Historians continue to debate whether Boris Yeltsin deserves the appellation of Great Man or Great Failure. There is no doubt about Yeltsin's skills as a destroyer, for he played a significant role in bringing down the Soviet communist system and in breaking up the USSR, as well as in clearing away the remnants of Soviet-style political institutions in post-Soviet Russia. It is about his qualities as a builder that the debate rages. His defenders cite his record in advancing the cause of democracy in Russia through his respect for the electoral process, the freedom of speech and press, his efforts to achieve a compromise at critical junctures, and his tendency to support the efforts of market reformers. His efforts made possible the first law-governed electoral transfer of power in the thousand-year history of his country. His detractors, however, cite his ego-driven and authoritarian style of rule, the absence of a vision or program for his country, his apparent insecurity and lack of personal discipline, his inconsistency, his willingness to resort to violence against internal enemies, and his penchant for destabilizing Russia's politics.

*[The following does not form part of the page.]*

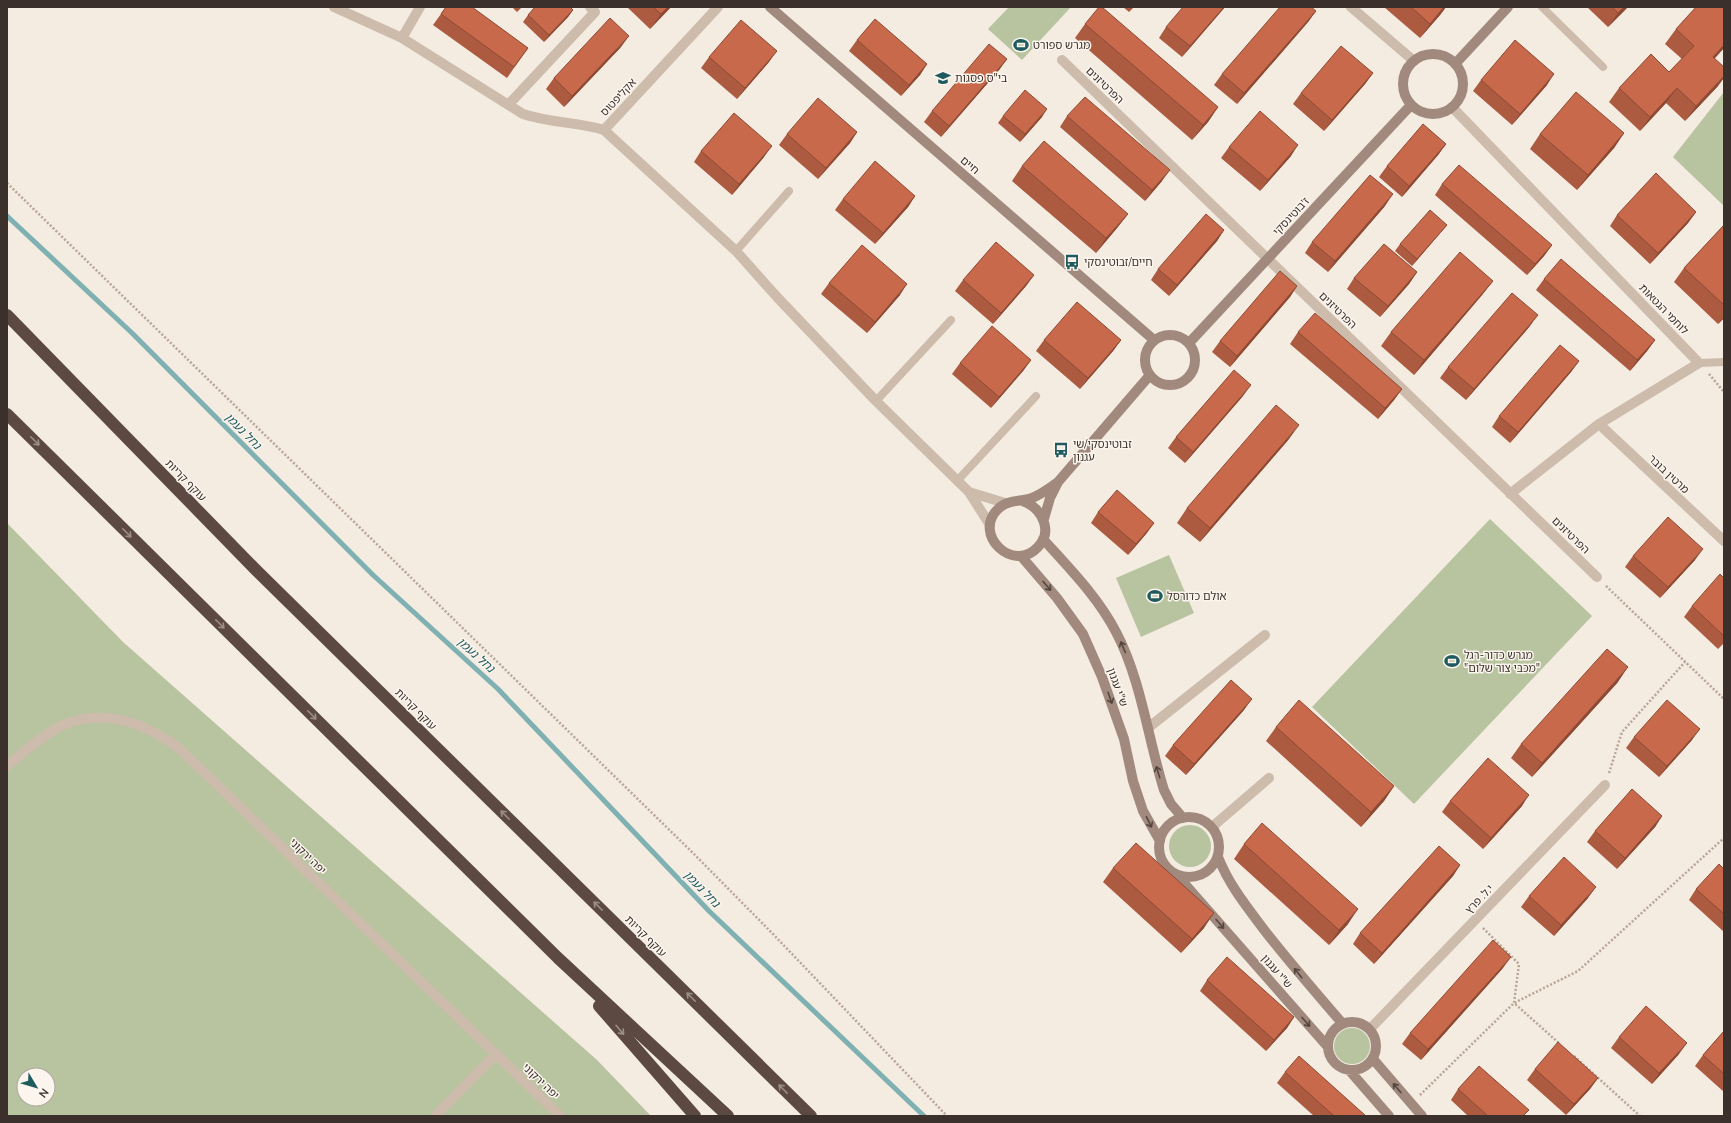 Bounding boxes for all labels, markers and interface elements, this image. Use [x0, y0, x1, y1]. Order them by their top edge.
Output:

Yeltsin sought, with PM Kozyrev’s assistance, to rebuild Russia as a great democratic power, a genuine partner of Washington, and a part of a new undivided Europe. Yeltsin had to contend, however, with being a beggar for financial aid coming from the international institutions, a very much junior partner of Washington, and increasingly an outsider in a Europe that was uniting without Moscow.

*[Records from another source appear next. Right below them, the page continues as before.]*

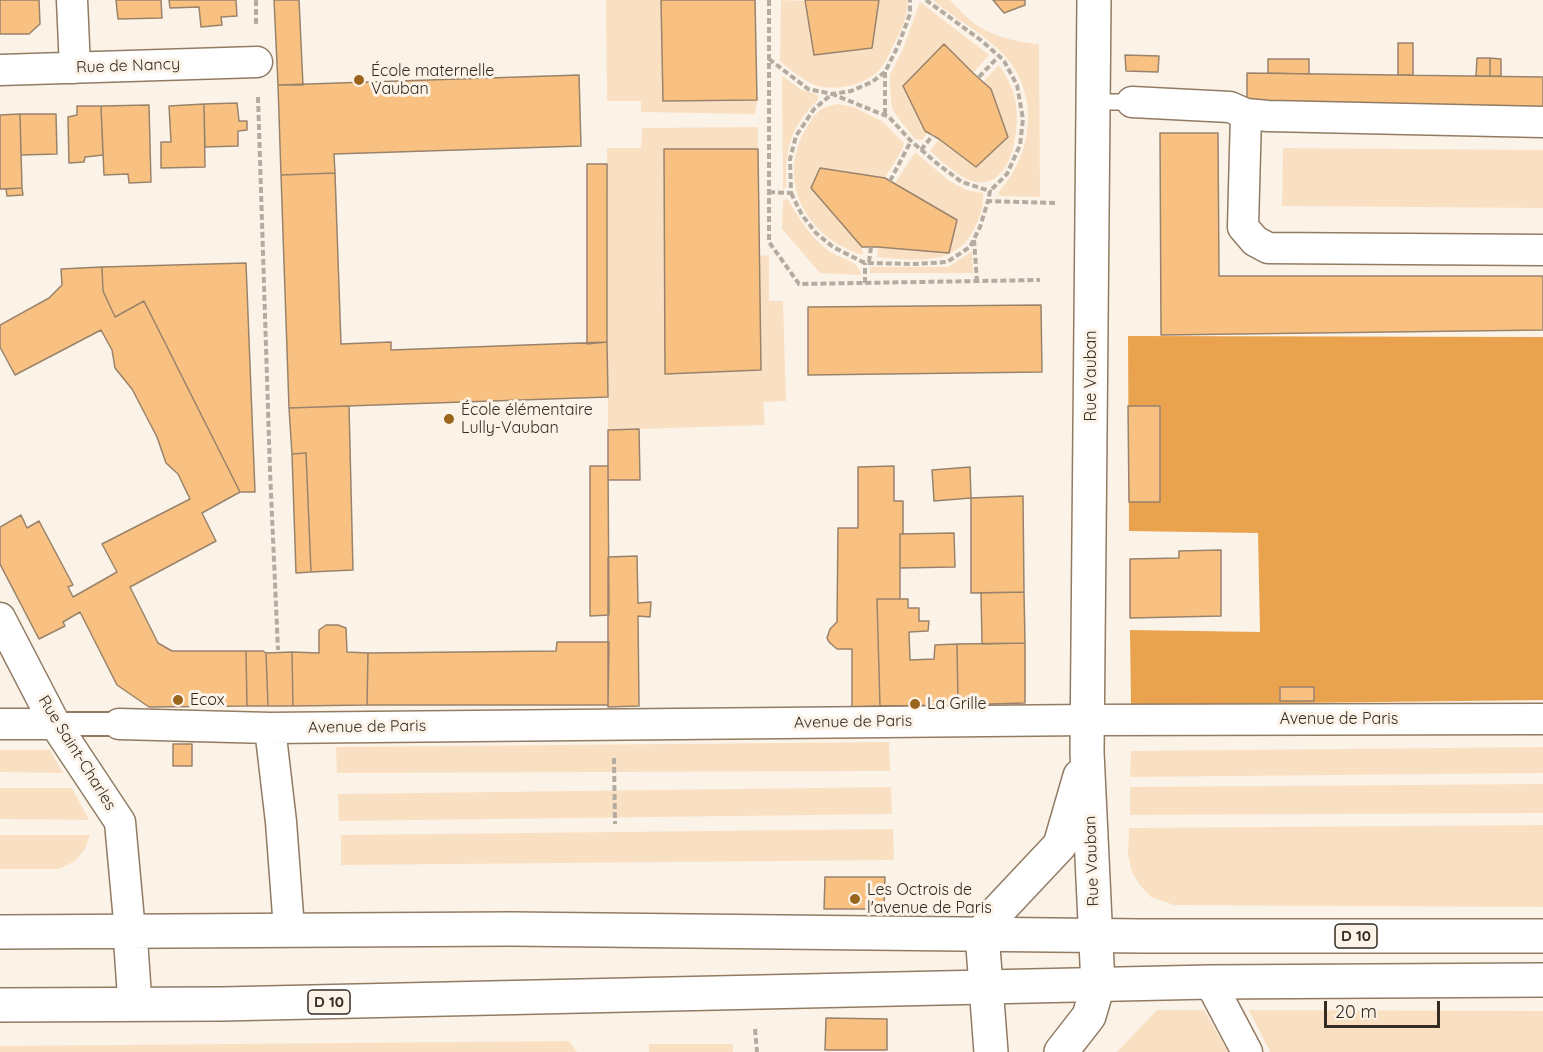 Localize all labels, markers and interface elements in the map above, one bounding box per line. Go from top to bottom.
street label: Rue de Nancy [76,55,180,77]
place label: École maternelle Vauban [371,61,494,99]
marker: École maternelle Vauban [352,73,366,87]
street label: Rue Vauban [1081,331,1101,421]
place label: École élémentaire Lully-Vauban [461,400,593,438]
marker: École élémentaire Lully-Vauban [442,412,456,426]
place label: Ecox [190,690,225,710]
street label: Rue Saint-Charles [34,692,120,814]
marker: Ecox [171,693,185,707]
place label: La Grille [927,694,987,714]
marker: La Grille [908,697,922,711]
street label: Avenue de Paris [1280,709,1398,729]
street label: Avenue de Paris [794,711,912,733]
street label: Avenue de Paris [308,716,426,738]
street label: Rue Vauban [1081,815,1103,907]
place label: Les Octrois de l'avenue de Paris [867,880,992,918]
marker: Les Octrois de l'avenue de Paris [848,892,862,906]
road number: D 10 [1335,924,1377,948]
scale bar [1327,989,1442,1027]
road number: D 10 [308,990,350,1014]
text: 20 m [1335,1000,1377,1023]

In the early years after Russia became a sovereign nation in 1991, Moscow's foreign policy repudiated Marxism–Leninism as a supposed guide to action, emphasizing cooperation with the West in addressing regional and global problems, and soliciting humanitarian and economic aid from the West in support of internal economic reforms. However, although Russia's leaders now allude to the West as its natural ally, they wrestled with defining new relations with the Eastern European states, the new nations formed upon the disintegration of Yugoslavia, and Eastern Europe. The Kremlin opposed the expansion of NATO into the former Soviet bloc nations of Poland, Hungary, and the Czech Republic in 1997 and, particularly, the second NATO expansion into the Baltic states in 2004. In 1999, Russia opposed the NATO bombing of former Yugoslavia for more than two months (cf. Kosovo War) but later joined NATO peace-keeping troops in the Balkan region in June 1999.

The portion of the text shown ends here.